Now, as a more recent experiment, I did the Milk Fed 5 Petit Manseng with 100% new AO, just to see what it did. Not my house style at all, but a very interesting experiment to satisfy my curiosity. When I pour that wine at tastings, some people love it and keep coming back for more and more. Maybe they have a taste more leaning towards the bigger Napa Chard styles? Others don’t like it and prefer the leaner whites I normally make.
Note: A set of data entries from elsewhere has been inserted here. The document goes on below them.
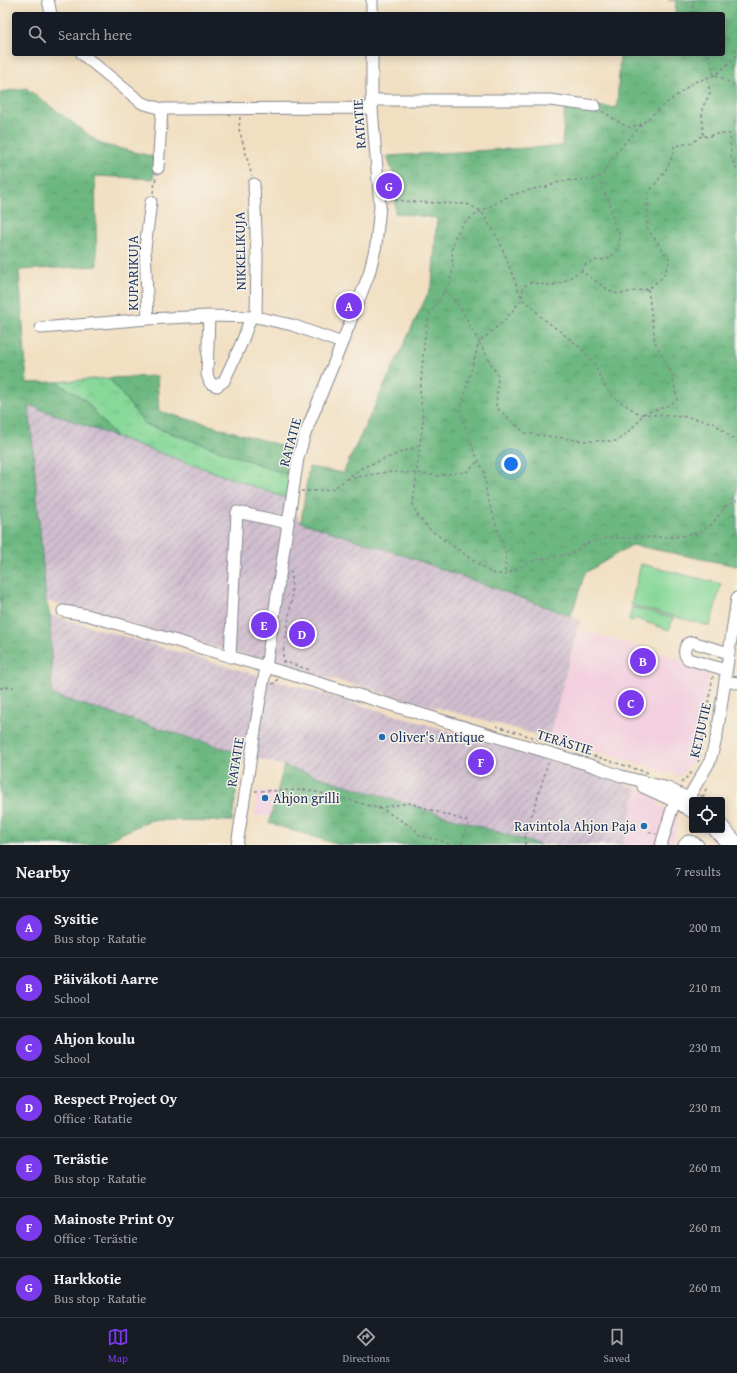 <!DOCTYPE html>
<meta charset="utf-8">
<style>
:root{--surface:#171b24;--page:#20242c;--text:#f1f3f6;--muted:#9ea1a6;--line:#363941;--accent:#7c3aed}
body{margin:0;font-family:"Gentium Book Plus",serif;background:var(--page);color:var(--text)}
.controls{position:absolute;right:12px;bottom:12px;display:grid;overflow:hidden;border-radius:4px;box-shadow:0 2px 10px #0003}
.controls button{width:36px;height:36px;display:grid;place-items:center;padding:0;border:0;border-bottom:1px solid var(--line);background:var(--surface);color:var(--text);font:20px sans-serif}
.you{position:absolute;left:511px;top:464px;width:14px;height:14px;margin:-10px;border:3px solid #fff;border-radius:50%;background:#1a73e8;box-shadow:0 0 0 6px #1a73e833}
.badge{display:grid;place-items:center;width:26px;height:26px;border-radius:50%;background:var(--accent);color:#fff;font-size:13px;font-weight:700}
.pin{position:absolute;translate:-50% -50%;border:2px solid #fff;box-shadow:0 1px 4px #0006}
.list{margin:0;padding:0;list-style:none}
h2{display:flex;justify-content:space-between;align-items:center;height:52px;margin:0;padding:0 16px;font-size:17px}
h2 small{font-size:13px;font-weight:400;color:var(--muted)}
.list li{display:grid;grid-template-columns:26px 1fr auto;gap:12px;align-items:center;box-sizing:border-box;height:60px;padding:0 16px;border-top:1px solid var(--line)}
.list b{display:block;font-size:15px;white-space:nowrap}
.list p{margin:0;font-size:13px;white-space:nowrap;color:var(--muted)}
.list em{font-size:13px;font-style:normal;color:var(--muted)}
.icon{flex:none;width:22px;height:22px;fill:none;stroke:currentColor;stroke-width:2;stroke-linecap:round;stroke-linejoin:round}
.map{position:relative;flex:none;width:737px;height:845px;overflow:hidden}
.search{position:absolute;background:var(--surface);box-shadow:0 2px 10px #0003;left:12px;right:12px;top:12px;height:44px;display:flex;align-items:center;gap:10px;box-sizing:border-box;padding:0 14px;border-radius:4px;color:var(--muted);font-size:15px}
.sheet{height:472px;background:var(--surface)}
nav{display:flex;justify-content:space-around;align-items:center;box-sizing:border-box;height:56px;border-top:1px solid var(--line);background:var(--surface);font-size:11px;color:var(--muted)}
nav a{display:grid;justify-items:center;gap:2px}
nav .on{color:var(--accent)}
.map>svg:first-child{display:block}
</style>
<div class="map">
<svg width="737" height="845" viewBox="0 0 737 845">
<defs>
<pattern id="industrial-furrows" width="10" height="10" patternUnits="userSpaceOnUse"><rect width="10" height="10" fill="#cfbdce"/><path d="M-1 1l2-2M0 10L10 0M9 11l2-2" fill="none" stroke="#a79aaa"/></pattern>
<pattern id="grass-tufts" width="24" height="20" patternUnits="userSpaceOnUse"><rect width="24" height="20" fill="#87d899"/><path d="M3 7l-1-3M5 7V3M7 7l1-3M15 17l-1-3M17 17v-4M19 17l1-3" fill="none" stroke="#74ba86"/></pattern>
<pattern id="forest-crowns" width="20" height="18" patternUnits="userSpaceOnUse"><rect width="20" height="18" fill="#6db881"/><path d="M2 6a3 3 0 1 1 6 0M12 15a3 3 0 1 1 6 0" fill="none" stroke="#59966d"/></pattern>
<pattern id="park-crowns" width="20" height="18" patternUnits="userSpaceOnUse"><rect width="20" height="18" fill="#87d899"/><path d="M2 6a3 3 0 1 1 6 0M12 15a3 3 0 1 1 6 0" fill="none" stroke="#74ba86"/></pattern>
</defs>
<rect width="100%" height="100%" fill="#f7f3e8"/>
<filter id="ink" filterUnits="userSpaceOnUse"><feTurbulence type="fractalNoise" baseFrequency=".025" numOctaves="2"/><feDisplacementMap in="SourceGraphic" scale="8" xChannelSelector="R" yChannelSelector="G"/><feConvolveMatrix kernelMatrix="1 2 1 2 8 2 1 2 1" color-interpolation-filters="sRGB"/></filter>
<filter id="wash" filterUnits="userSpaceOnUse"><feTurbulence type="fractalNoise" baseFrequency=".012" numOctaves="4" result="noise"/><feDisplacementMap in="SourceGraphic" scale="16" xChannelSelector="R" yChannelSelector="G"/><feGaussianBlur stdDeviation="0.9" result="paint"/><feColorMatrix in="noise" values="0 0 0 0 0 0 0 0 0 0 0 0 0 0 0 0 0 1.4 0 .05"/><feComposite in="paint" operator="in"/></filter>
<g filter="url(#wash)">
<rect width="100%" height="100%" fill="#f1dfc1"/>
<path fill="#f3cfdf" d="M579 629 710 669 695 759 680 776 549 738Z
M637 789 660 798 658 805 678 816 673 845H623Z
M258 790 274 793 271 817 254 815Z"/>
<path fill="url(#industrial-furrows)" d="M29 405 286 498 301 522 400 554 580 620 549 738 46 601Z
M50 615 601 775 637 789 623 845H540L52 695Z"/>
<path fill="url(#grass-tufts)" stroke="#51847c" d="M109 378 145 424 289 475 286 498 116 437 84 399 56 382Z"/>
<path fill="url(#forest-crowns)" stroke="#447470" d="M668 0H737V566L632 545 585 573 571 616 400 554 301 522 309 467 343 473 432 285 437 218 395 213 396 182 387 156 562 146 565 103 617 108 620 54H723V14H675L676 1Z
M26 88 101 144 155 157V168L153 179 95 176 97 266 19 270 27 383 56 382 84 399 116 437 29 405 46 601 50 615 52 695 242 754 232 821 150 820 98 845H0V92Z
M157 376 159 411 294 449 289 475 145 424 109 378Z
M284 766 540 845H339L269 823Z"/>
<path fill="url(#park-crowns)" stroke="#51847c" d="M632 607 673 618 669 630 634 618 633 621 629 620Z"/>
<path fill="#87d899" stroke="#51847c" d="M641 564 721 584 710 626 631 605Z"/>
</g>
<g filter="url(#ink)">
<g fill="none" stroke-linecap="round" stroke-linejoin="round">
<defs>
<path id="minor" d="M48 0 51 14
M372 14V0
M82 54 142 103 162 109 372 108
M371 100H550L595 106
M158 168 162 109
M254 184 257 257 256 317
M209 316 207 374 210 383 217 386 224 381 242 342 251 317
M148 319 145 248 151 202
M41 328 148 319 209 316 256 317 292 325 342 343
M63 611 87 615 266 667 593 766 621 776 668 788 692 800
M230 657 237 512 288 523
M726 670 688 659C683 654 684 648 688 643L692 642 729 653
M725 681 737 683
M643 787 676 802 692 812
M683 807 710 761 717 735 737 598
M722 825 737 842
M714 830 728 845
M237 845 260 699 266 667 298 458 305 434 342 343 369 274 376 245 380 206 372 108V54
M661 845 672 809 676 802
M684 845 688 841H691L698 845"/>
</defs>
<use href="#minor" stroke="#868790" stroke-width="13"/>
<path stroke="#868790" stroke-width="1.5" stroke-dasharray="3 3" stroke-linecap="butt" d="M691 14 694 0
M709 54 714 76
M737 55 716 75 694 82 659 109 643 123 614 155 603 174 594 179 562 181 546 187 537 188 511 195 481 211 464 223 455 236 452 249 453 269 449 284 429 315 425 334 420 393 423 420 413 504 418 516 429 529 478 564 492 573 505 575 535 560 571 554 588 543 607 538 674 537 698 533 711 525 725 507 737 501
M716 75 732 84 737 89
M602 111 620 123 629 127 641 124
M240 117 239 129 252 176
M703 135 702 108 710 94 708 78
M153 193 156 177
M389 199 415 202 467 204 481 211 499 240 522 299 532 306 540 316 580 347 588 356 594 364 606 389 615 398 636 412 642 414 688 417 714 423 737 442
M581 271 585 265 593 261 608 259 616 252 619 244 620 236 614 224 609 200 602 189 600 175
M648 289 655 342 672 374 677 400 665 407 642 414 639 421 618 441H585L525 433 496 407 498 376 479 342 505 320 522 299 523 287 531 282C555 289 561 283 581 271L610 291 618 294 648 289 663 277 670 260 647 228 648 193 664 173 674 153V146L692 143 703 135 707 137 716 134H730L731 156 737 171
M445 290 460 307 479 342 460 411 473 449 484 472 487 496 506 556 505 573
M347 479 386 472 417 473 438 476 468 471 479 460
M301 491H314L333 489 361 468 420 445
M283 661 310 670
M283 663V653L292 598 291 571
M272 684 277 682V679
M0 688 14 687
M496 726 649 773
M698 762 700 756 713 675
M681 783 692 772
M255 791 307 790 339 797 384 810 415 829 420 836 442 841 450 845
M700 795 707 800
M703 797 707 786
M378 808 410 803 469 822 461 845
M701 830 706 834
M649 832 656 834
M525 845V838L548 763"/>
<use href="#minor" stroke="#fff" stroke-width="11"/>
</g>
</g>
<g fill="#1f6fb2" stroke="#f7f3e8" stroke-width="1.5">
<circle cx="382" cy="737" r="4"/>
<circle cx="265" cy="798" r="4"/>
<circle cx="644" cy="826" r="4"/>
</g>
<g text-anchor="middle" stroke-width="3" stroke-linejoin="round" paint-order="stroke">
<g font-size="14" fill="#1b2f5e" stroke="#f7f3e8">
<text transform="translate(359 124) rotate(-94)" y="5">RATATIE</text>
<text transform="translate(240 251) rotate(-91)" y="5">NIKKELIKUJA</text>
<text transform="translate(133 273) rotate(-90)" y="5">KUPARIKUJA</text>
<text transform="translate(290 442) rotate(-75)" y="5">RATATIE</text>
<text transform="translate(700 730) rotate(-77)" y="5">KETJUTIE</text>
<text transform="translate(565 742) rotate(17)" y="5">TERÄSTIE</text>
<text transform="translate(235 762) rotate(-81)" y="5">RATATIE</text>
</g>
<g font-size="14" fill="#1b2f5e" stroke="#f7f3e8" text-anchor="start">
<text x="390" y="742">Oliver's Antique</text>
<text x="273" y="803">Ahjon grilli</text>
<text x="636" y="831" text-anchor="end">Ravintola Ahjon Paja</text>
</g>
</g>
</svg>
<div class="controls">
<button><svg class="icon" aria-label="locate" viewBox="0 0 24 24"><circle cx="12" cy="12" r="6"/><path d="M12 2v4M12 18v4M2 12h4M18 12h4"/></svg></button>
</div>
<div class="you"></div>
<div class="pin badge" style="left:349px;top:306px">A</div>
<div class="pin badge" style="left:643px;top:661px">B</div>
<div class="pin badge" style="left:631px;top:703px">C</div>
<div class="pin badge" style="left:302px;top:634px">D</div>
<div class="pin badge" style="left:264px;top:625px">E</div>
<div class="pin badge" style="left:481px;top:762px">F</div>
<div class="pin badge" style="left:389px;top:186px">G</div>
<div class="search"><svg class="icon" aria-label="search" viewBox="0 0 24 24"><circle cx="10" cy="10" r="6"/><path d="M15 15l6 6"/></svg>Search here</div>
</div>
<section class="sheet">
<h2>Nearby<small>7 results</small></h2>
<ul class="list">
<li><span class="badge">A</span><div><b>Sysitie</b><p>Bus stop · Ratatie</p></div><em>200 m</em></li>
<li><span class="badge">B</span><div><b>Päiväkoti Aarre</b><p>School</p></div><em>210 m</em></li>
<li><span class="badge">C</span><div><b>Ahjon koulu</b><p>School</p></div><em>230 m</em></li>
<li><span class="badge">D</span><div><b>Respect Project Oy</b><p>Office · Ratatie</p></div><em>230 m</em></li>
<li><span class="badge">E</span><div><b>Terästie</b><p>Bus stop · Ratatie</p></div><em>260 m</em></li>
<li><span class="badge">F</span><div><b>Mainoste Print Oy</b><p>Office · Terästie</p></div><em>260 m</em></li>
<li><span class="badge">G</span><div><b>Harkkotie</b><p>Bus stop · Ratatie</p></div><em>260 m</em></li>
</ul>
</section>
<nav>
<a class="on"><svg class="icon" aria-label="map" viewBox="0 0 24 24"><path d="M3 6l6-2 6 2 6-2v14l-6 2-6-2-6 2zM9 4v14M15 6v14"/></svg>Map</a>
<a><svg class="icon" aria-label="directions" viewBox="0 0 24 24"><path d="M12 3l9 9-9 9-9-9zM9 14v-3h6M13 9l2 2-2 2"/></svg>Directions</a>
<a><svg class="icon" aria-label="saved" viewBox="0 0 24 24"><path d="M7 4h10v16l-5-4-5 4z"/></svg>Saved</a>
</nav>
In any case, if you have one after BD, maybe pop one and say how offensive it is to your palate? :woozy_face:

1 Like

With 90’s Aussie Shiraz, I always envision walking on a beach in the summer on a hot day. I won’t give you the rest of the visual. Some things are just better kept inside my head, especially these days on a wine board! (probably accounts for a lot of those inflated Parker scores)

1 Like

I believe Belle Ponte is also using some Oregon Oak. It is an interesting move as older Oregon Oak is also becoming hard to come by. I believe @Marcus_Goodfellow has mentioned that 97% of the original oak forests in the Willamette Valley have been cut down. There is some “club” of vineyard owners who have committed to preserving the old oak trees on their lands. So while I think the aim of using Oregon Oak is to further express local terroir, it seems like something that doesn’t have a lot of upside.

1 Like

Keep in the mind that the original area covered by Oregon Oak included a good portion of western Washington, western Oregon, and northern California. Areas in western Washington and the Willamette Valley that are now covered with Douglas Fir were once oak savannah. The Willamette Valley was routinely burned by the Native Americans to kill back the undergrowth, allow edible plants to grow, and make hunting easier. Mature Oregon Oaks are fire resistant, so the entire Willamette Valley was oak savannah.

It wouldn’t surprise me to learn that Belle Pente used Oregon Oak barrels, given that Evan Martin of Martin Woods (and HiFi Wine Bar) was the long-time assistant winemaker there.

1 Like

Do you have any idea where the Oregon Oak for barrels is being sourced from? And is that source sufficient to see any substantial increase in the use of said oak? If CA is way behind France in managing oak forests, is OR likewise way behind CA?

I have 2 sets of Oregon oak but the barrels are exclusively for the whiskey. One is from a property in Creswell and the other is off of a vineyard in Yamhill-Carlton. I don’t think there’s any sort of organized forest situation for Oregon oak, as mentioned above.